Fine’s rather bureaucratic testimony was preceded by a more impassioned plea from Deborah Lane, secretary-treasurer of the Amalgamated Transit Workers Union Local 241.
Lane urged the committee to fulfill its statutory obligation to pass the transfer tax windfall through to the CTA or risk piling additional pension payments onto hard-working CTA bus drivers, who already pay 13.24% of their salaries toward their pensions.
“We don’t want our members to keep taking hits on a pension plan that needs to be really, really fixed,” Lane told the Budget Committee.
Committee members were not about to leave CTA employees in the lurch. But before signing off on the fund transfer, they were determined to extract their pound of flesh from the CTA.
“My question is really simple: Where is Mr. Carter?” Black Caucus Chairman Jason Ervin (28th) asked aloud about a CTA president who was recently rewarded with a 33% pay raise — to $350,000 a year.
“I’ve heard from multiple people at CTA above and below him. But, I haven’t heard from him.”
Sam Smith, the CTA’s vice president of legislative affairs, sheepishly responded, “He is not here. We were asked ... to appear to answer questions. ... I did talk to President Carter earlier. He wants to reach back out. There’s a lot of follow-up that we need to do speaking not only to your concerns but other aldermen.”
Ervin stood his ground.
“I don’t think we’ve ever heard from him. ... If the gentleman feels it’s beneath him to come talk with us, then that’s the message that’s being conveyed,” he said.

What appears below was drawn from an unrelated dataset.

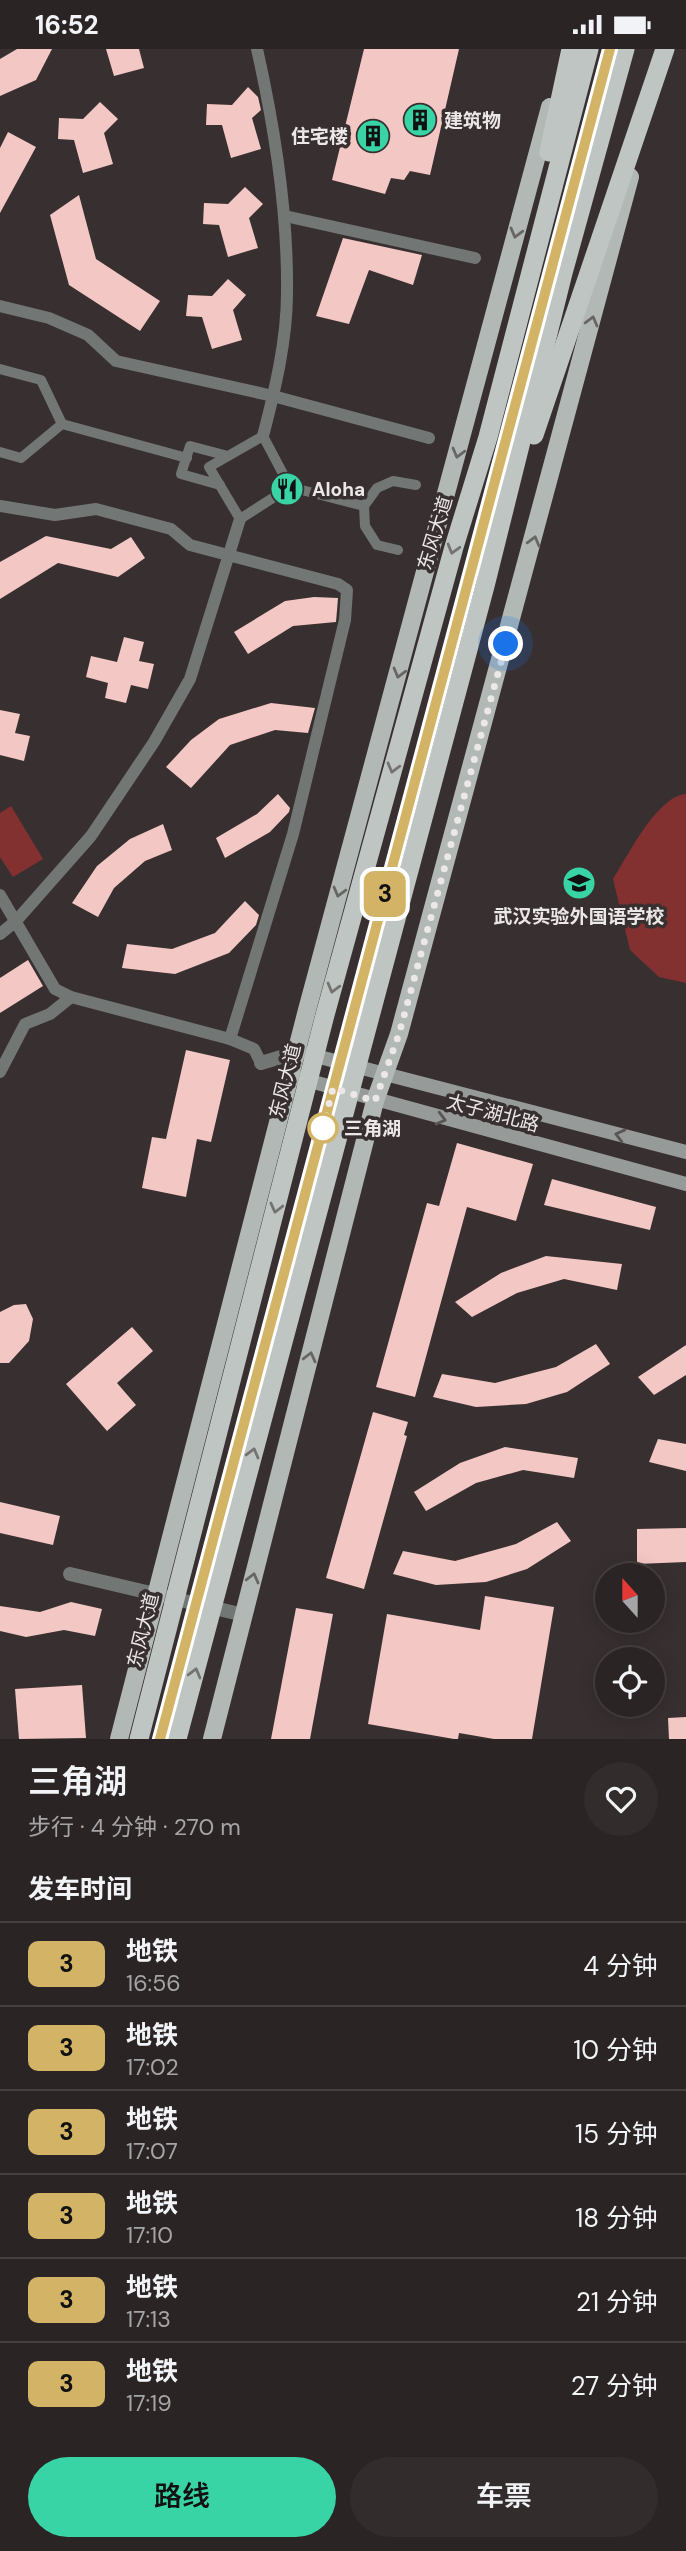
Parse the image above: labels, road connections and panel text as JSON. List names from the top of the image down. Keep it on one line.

Ald. George Cardenas (12th), Mayor Lori Lightfoot’s deputy floor leader, said he appreciated the call he got from CTA Board Chair Lester Barclay after last week’s gripe session. But it’s not a replacement for Carter’s testimony.

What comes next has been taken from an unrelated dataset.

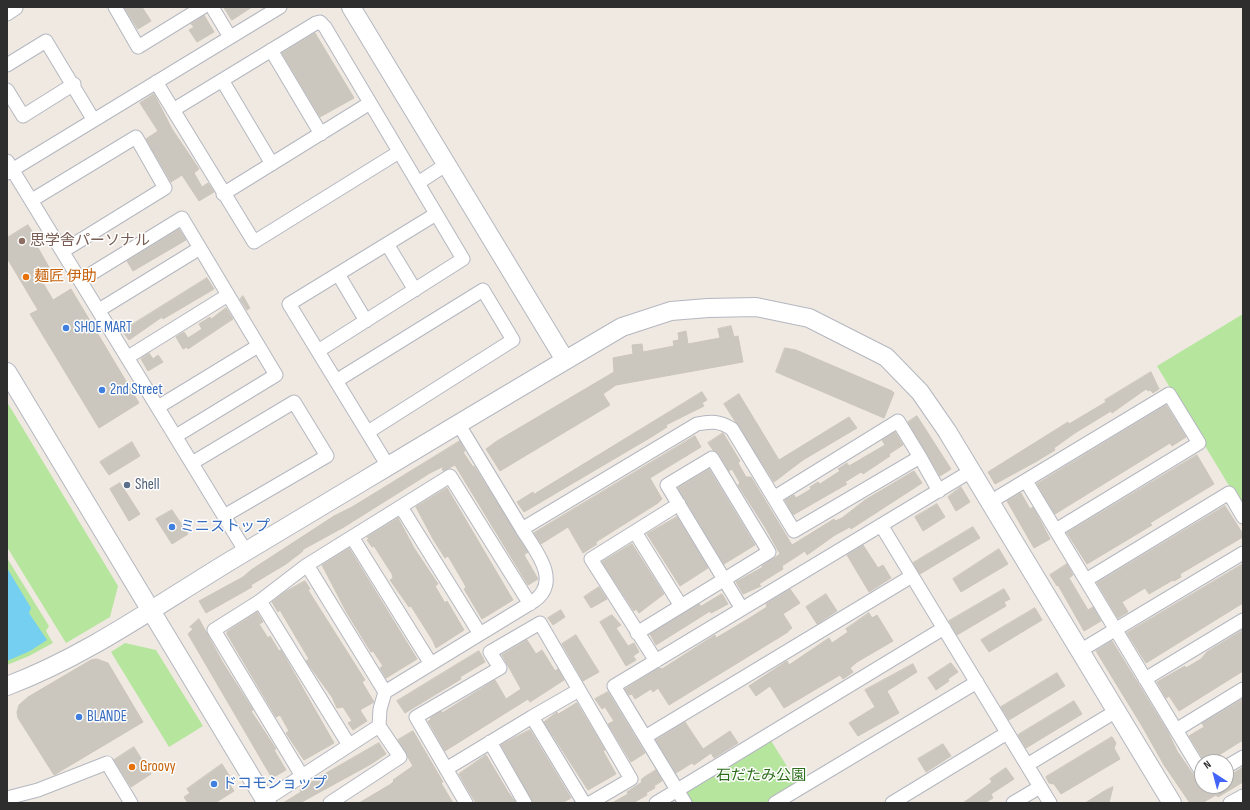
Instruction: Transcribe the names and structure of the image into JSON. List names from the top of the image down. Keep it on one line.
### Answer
{"parks":["石だたみ公園"],"places":["思学舎パーソナル","麺匠 伊助","SHOE MART","2nd Street","Shell","ミニストップ","BLANDE","Groovy","ドコモショップ"],"north":"top left"}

“I acknowledge the fact that money has to go to the CTA based on statutory requirements. But it’s by no means a thumbs-up on CTA and their management. It’s lacking. There’s a tension. This is not gonna go away,” Cardenas said.
“The next time something comes up on the CTA, I better not get a call from anybody except the CEO of CTA talking about how management is structured and the accountability that must be had from that body.”
Downtown Ald. Brendan Reilly (42nd) said he is “all for” using the embarrassment of transfer tax riches generated by a booming housing market to “stabilize” CTA pensions.
But there is a “fundamental lack of communication” between the CTA and City Council that needs to be fixed.
“This would have been a great opportunity for President Carter to get up here and explain to us what the plan is to improve safety on our transit system — especially our trains,” Reilly said.
“We need to have a broader conversation about the future of the system itself and what we can do short-term to make it safer for its ridership — especially as we’re trying to coax people to come back to work in the Central Business District.”
Before calling for a voice vote on the fund transfer, Dowell told Carter’s minions, “You’ve heard an earful from my colleagues. ... I would recommend that you figure out a way to bring aldermen together to address issues related to the capital budget, your priorities, ridership, safety, how you’re coming out of this recovery.”